** Extracted material follows **

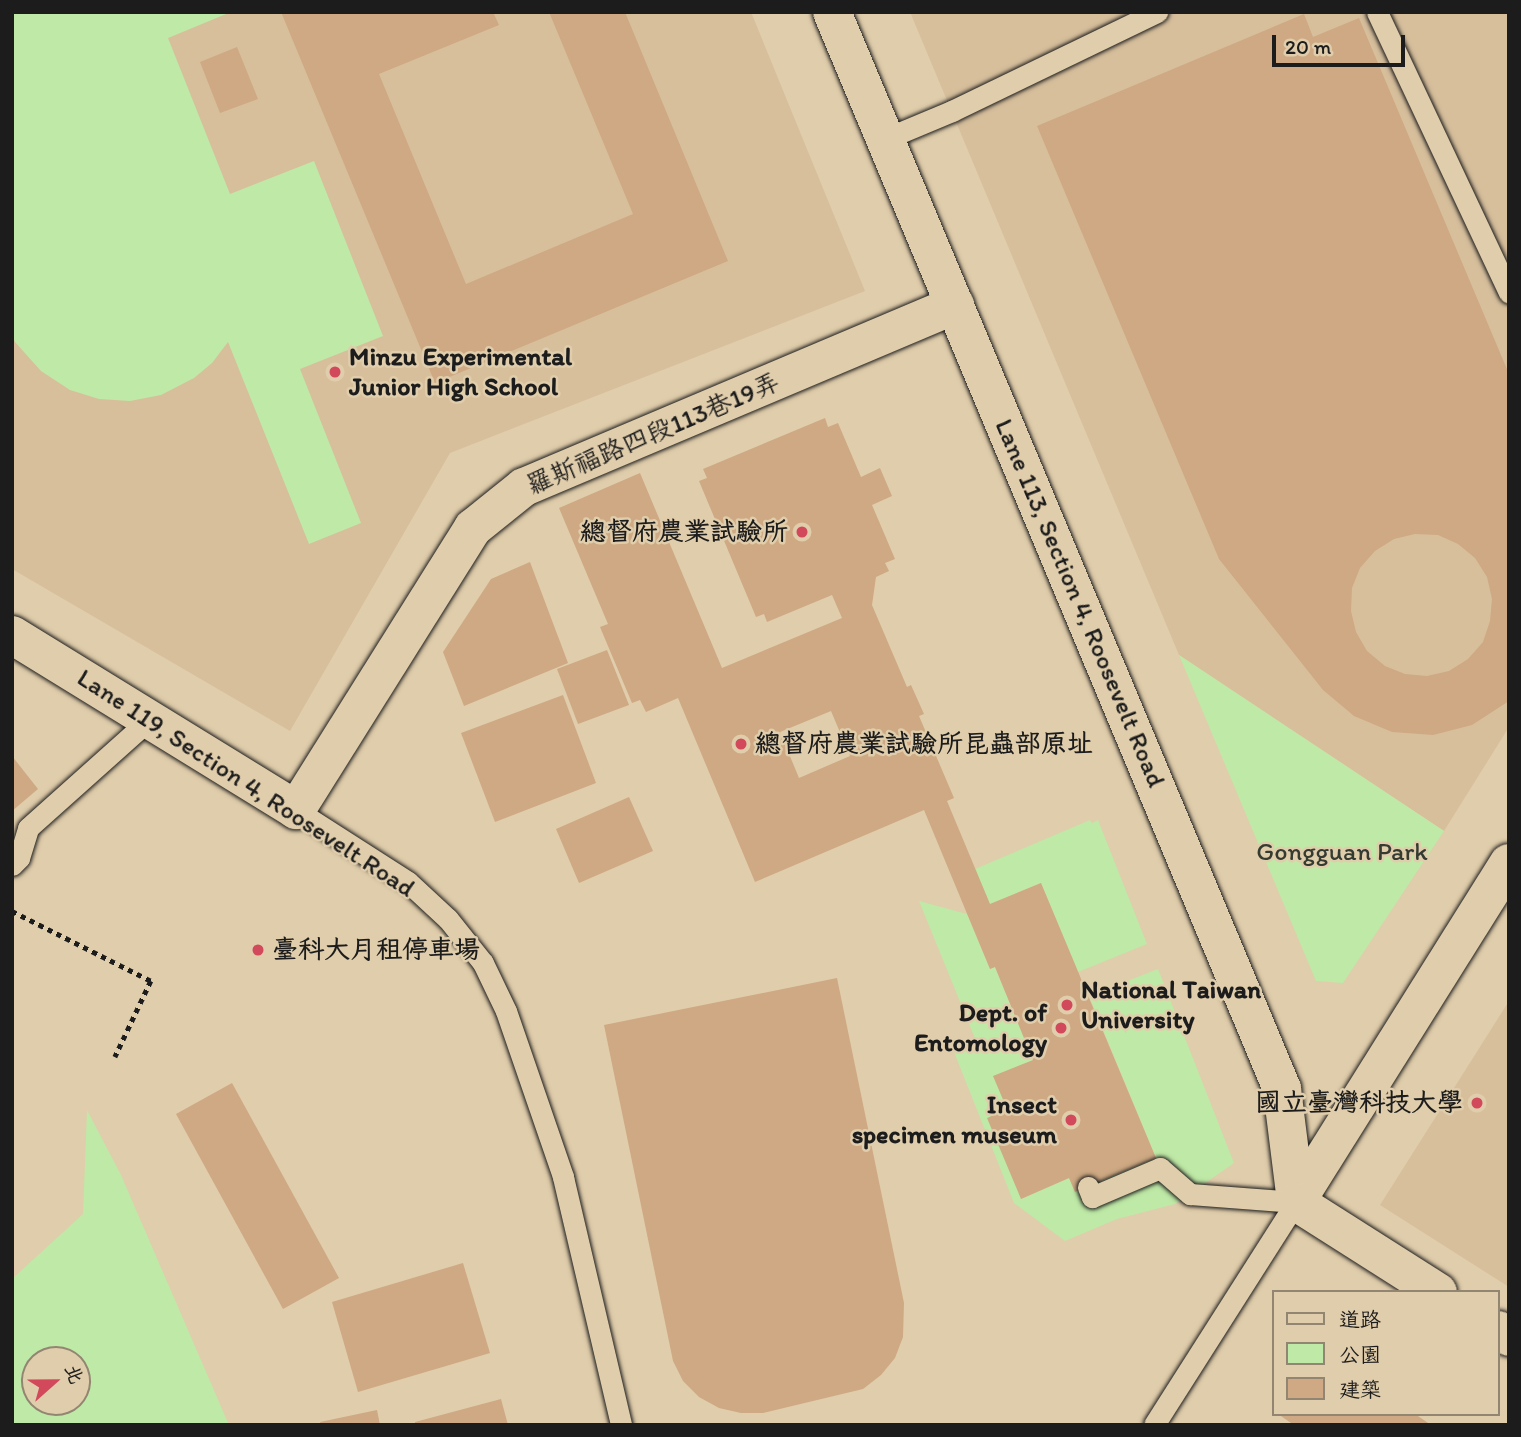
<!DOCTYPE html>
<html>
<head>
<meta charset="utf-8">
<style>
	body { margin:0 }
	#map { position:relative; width:1521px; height:1437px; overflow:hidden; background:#e0cdab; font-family:Itim,"LXGW WenKai TC",sans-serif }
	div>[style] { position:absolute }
	.built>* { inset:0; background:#d7bf9c }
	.green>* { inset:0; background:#bfe9a6 }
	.building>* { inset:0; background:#cea983 }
	.path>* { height:4.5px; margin-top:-2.25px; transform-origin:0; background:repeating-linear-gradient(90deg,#1c1c1c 0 5px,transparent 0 10px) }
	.roads { filter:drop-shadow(0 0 2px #1c1c1c) drop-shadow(0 0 2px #1c1c1c) }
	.service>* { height:21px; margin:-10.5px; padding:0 10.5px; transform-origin:10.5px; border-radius:10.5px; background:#e0cdab }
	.minor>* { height:38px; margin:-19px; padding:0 19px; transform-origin:19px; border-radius:19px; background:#e0cdab }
	.tertiary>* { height:38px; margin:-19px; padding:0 19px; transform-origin:19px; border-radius:19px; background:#e0cdab }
	.dots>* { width:19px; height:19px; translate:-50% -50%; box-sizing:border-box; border:4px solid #e0cdab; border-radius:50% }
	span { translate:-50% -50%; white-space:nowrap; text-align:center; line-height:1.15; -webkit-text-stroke:5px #e0cdab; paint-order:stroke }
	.poi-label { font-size:26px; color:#1c1c1c; font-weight:700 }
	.left { translate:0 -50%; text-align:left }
	.right { translate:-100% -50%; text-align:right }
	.street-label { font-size:26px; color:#1c1c1c }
	.park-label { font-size:26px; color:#343b31 }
	.frame { position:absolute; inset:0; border:14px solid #1c1c1c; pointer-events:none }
	.legend { position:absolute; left:1272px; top:1290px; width:228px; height:126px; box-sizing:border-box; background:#e0cdab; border:2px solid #928672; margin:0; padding:9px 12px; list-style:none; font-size:21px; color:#1c1c1c }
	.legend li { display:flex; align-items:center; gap:14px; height:35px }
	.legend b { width:35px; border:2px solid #928672 }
	.north { position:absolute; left:21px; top:1346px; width:70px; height:70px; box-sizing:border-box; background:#e0cdab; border:2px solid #928672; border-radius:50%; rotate:69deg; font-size:19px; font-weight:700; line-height:28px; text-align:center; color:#1c1c1c }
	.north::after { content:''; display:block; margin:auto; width:24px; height:32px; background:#d1495b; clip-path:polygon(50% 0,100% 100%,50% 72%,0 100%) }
	.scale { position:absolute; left:1272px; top:35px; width:133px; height:32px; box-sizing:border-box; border:4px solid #1c1c1c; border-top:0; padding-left:9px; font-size:21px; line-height:24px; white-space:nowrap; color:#1c1c1c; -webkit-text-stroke:5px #e0cdab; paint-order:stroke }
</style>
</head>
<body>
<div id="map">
	<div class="built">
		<i style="clip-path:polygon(12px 12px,751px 12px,865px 291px,450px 453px,290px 731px,12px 569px)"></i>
		<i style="clip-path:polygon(910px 12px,1509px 12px,1509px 727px,1444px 831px,1179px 655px)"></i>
		<i style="clip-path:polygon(1509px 1001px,1509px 1287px,1380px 1205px)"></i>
	</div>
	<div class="green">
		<i style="clip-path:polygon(12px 12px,231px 12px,168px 38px,230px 194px,314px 161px,383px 336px,300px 369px,361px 523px,309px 544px,228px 342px,212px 363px,194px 378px,161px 395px,130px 401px,99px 399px,70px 390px,41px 371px,15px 342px,12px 335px)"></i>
		<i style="clip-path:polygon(1179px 655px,1444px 831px,1343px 983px,1316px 981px)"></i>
		<i style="clip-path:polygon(1090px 820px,1092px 823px,1098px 820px,1147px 944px,1078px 972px,1041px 883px,990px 904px,975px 869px)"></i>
		<i style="clip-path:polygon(919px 901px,967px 914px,990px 969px,995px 967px,1033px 1060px,1007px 1109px,1021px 1199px,1069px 1178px,1075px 1192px,1156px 1158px,1089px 996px,1158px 969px,1234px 1163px,1175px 1204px,1117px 1219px,1065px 1241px,1014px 1203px,954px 1052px,976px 1041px)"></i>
		<i style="clip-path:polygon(evenodd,87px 1110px,121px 1175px,229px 1425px,12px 1425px,12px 1279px,83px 1214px,87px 1110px,77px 1360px,77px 1402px,35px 1402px,35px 1360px,77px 1360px)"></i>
	</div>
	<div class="building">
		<i style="clip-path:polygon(281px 12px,493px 12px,499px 25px,379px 74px,466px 284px,633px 214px,549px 12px,625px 12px,728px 261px,435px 383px)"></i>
		<i style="clip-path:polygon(evenodd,1304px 14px,1313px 37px,1359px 18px,1509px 374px,1509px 701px,1472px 725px,1433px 735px,1392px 732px,1354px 716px,1323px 690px,1219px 559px,1037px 126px,1304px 14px,1415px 534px,1438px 535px,1458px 544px,1475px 558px,1487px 577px,1492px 599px,1490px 621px,1483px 642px,1468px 659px,1449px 671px,1427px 676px,1405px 674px,1385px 666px,1367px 651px,1356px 632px,1351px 611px,1352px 588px,1360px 568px,1375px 551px,1394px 539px,1415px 534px)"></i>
		<i style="clip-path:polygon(237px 47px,258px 99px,220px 113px,200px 62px)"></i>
		<i style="clip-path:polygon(evenodd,825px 418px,828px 427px,838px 423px,861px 477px,880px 468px,892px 496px,872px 505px,895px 559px,885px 563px,889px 571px,876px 577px,872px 605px,907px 687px,911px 685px,924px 714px,919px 716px,954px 798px,947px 801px,990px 904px,1041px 883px,1156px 1158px,1075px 1192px,1069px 1178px,1021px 1199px,987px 1118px,1007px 1109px,993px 1076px,1033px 1060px,995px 967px,990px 969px,924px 810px,755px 882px,678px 698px,646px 712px,640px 700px,632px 703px,600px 627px,608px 624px,559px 508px,640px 473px,722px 668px,842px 618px,832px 595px,767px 622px,764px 614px,756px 617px,699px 481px,707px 478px,703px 469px,825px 418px,831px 711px,850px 756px,799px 778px,780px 732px,831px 711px)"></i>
		<i style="clip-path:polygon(530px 562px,568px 663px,464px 706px,443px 652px,491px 579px)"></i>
		<i style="clip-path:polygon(607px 650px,629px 705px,578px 724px,557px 669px)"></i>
		<i style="clip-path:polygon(563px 695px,596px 783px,495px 822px,461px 733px)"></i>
		<i style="clip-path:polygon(12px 756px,38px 789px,12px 811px)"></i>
		<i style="clip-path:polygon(629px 797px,653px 851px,579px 883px,556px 829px)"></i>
		<i style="clip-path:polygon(837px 978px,904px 1303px,903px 1337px,895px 1358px,881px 1375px,863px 1389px,763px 1413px,741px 1413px,719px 1408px,699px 1397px,683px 1381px,673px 1361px,604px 1025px)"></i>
		<i style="clip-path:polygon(232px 1083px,339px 1278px,283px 1309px,176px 1114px)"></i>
		<i style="clip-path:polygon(463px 1263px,490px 1353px,358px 1392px,332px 1302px)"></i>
		<i style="clip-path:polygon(501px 1399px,508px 1425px,415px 1425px,415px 1422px)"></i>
		<i style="clip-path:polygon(377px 1410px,380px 1425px,321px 1425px,320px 1422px)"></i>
		<i style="clip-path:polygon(1278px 1414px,1415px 1414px,1431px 1425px,1294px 1425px)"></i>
	</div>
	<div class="path">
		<i style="left:12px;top:911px;width:156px;rotate:26.7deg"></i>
		<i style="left:151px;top:981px;width:84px;rotate:115.3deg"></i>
	</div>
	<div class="roads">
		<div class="service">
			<i style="left:1377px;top:12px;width:310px;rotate:64.8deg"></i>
			<i style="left:885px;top:139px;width:73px;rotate:-22.7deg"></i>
			<i style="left:952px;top:111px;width:228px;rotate:-25.8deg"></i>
			<i style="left:296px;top:810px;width:133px;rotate:32.7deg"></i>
			<i style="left:408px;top:882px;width:54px;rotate:42.8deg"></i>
			<i style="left:448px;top:919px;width:56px;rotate:51.5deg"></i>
			<i style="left:483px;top:963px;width:53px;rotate:64.4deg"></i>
			<i style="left:506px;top:1011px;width:176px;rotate:71deg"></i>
			<i style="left:563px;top:1177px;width:255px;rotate:76.8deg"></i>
			<i style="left:12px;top:865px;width:10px;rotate:-45deg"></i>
			<i style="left:19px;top:858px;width:31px;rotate:-73deg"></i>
			<i style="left:28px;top:828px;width:162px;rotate:-41.8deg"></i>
			<i style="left:1088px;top:1187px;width:11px;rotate:68deg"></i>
			<i style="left:1092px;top:1197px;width:74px;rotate:-23.1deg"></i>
			<i style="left:1160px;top:1168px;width:40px;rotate:41deg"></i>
			<i style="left:1190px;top:1194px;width:106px;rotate:4.3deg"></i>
			<i style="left:1296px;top:1202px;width:264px;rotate:122.5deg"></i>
		</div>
		<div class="minor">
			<i style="left:12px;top:635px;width:334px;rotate:31.6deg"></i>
			<i style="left:296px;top:810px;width:333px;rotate:-57.9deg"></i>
			<i style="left:473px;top:528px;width:65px;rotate:-38.8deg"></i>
			<i style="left:524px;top:487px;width:468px;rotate:-22.9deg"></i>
			<i style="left:1296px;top:1202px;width:400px;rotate:-57.9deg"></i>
		</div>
		<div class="tertiary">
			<i style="left:832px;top:12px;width:1167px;rotate:67.32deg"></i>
			<i style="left:1282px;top:1089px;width:114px;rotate:82.9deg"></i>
			<i style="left:1296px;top:1202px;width:168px;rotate:32.4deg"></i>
			<i style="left:1498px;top:1330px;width:13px;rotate:32deg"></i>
		</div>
	</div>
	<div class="dots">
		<i style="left:335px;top:372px;background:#d1495b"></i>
		<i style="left:802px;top:532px;background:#d1495b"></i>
		<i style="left:741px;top:744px;background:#d1495b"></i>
		<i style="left:258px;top:950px;background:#d1495b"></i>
		<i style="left:1067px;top:1005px;background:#d1495b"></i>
		<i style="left:1061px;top:1028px;background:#d1495b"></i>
		<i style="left:1477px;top:1103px;background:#d1495b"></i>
		<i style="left:1071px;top:1120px;background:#d1495b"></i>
	</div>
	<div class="poi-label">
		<span class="left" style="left:349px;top:372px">Minzu Experimental<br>Junior High School</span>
		<span class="right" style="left:788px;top:532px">總督府農業試驗所</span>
		<span class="left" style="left:755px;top:744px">總督府農業試驗所昆蟲部原址</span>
		<span class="left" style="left:272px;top:950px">臺科大月租停車場</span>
		<span class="left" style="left:1081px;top:1005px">National Taiwan<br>University</span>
		<span class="right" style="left:1047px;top:1028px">Dept. of<br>Entomology</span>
		<span class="right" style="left:1463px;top:1103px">國立臺灣科技大學</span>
		<span class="right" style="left:1057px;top:1120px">Insect<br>specimen museum</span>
	</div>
	<div class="street-label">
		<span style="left:653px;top:434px;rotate:-23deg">羅斯福路四段113巷19弄</span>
		<span style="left:1080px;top:603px;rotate:67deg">Lane 113, Section 4, Roosevelt Road</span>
		<span style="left:246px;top:783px;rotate:33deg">Lane 119, Section 4, Roosevelt Road</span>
	</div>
	<div class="park-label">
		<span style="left:1342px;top:852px">Gongguan Park</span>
	</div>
	<div class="frame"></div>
	<ul class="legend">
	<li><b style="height:9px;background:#e0cdab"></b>道路</li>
	<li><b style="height:19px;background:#bfe9a6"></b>公園</li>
	<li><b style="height:19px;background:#cea983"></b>建築</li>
	</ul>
	<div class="north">北</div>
	<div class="scale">20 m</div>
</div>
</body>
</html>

** End of Extracted material **

■ What is expected ■
Go through the records above and return every line that holds the string "service".

■ Answer to this problem ■
	.service>* { height:21px; margin:-10.5px; padding:0 10.5px; transform-origin:10.5px; border-radius:10.5px; background:#e0cdab }
		<div class="service">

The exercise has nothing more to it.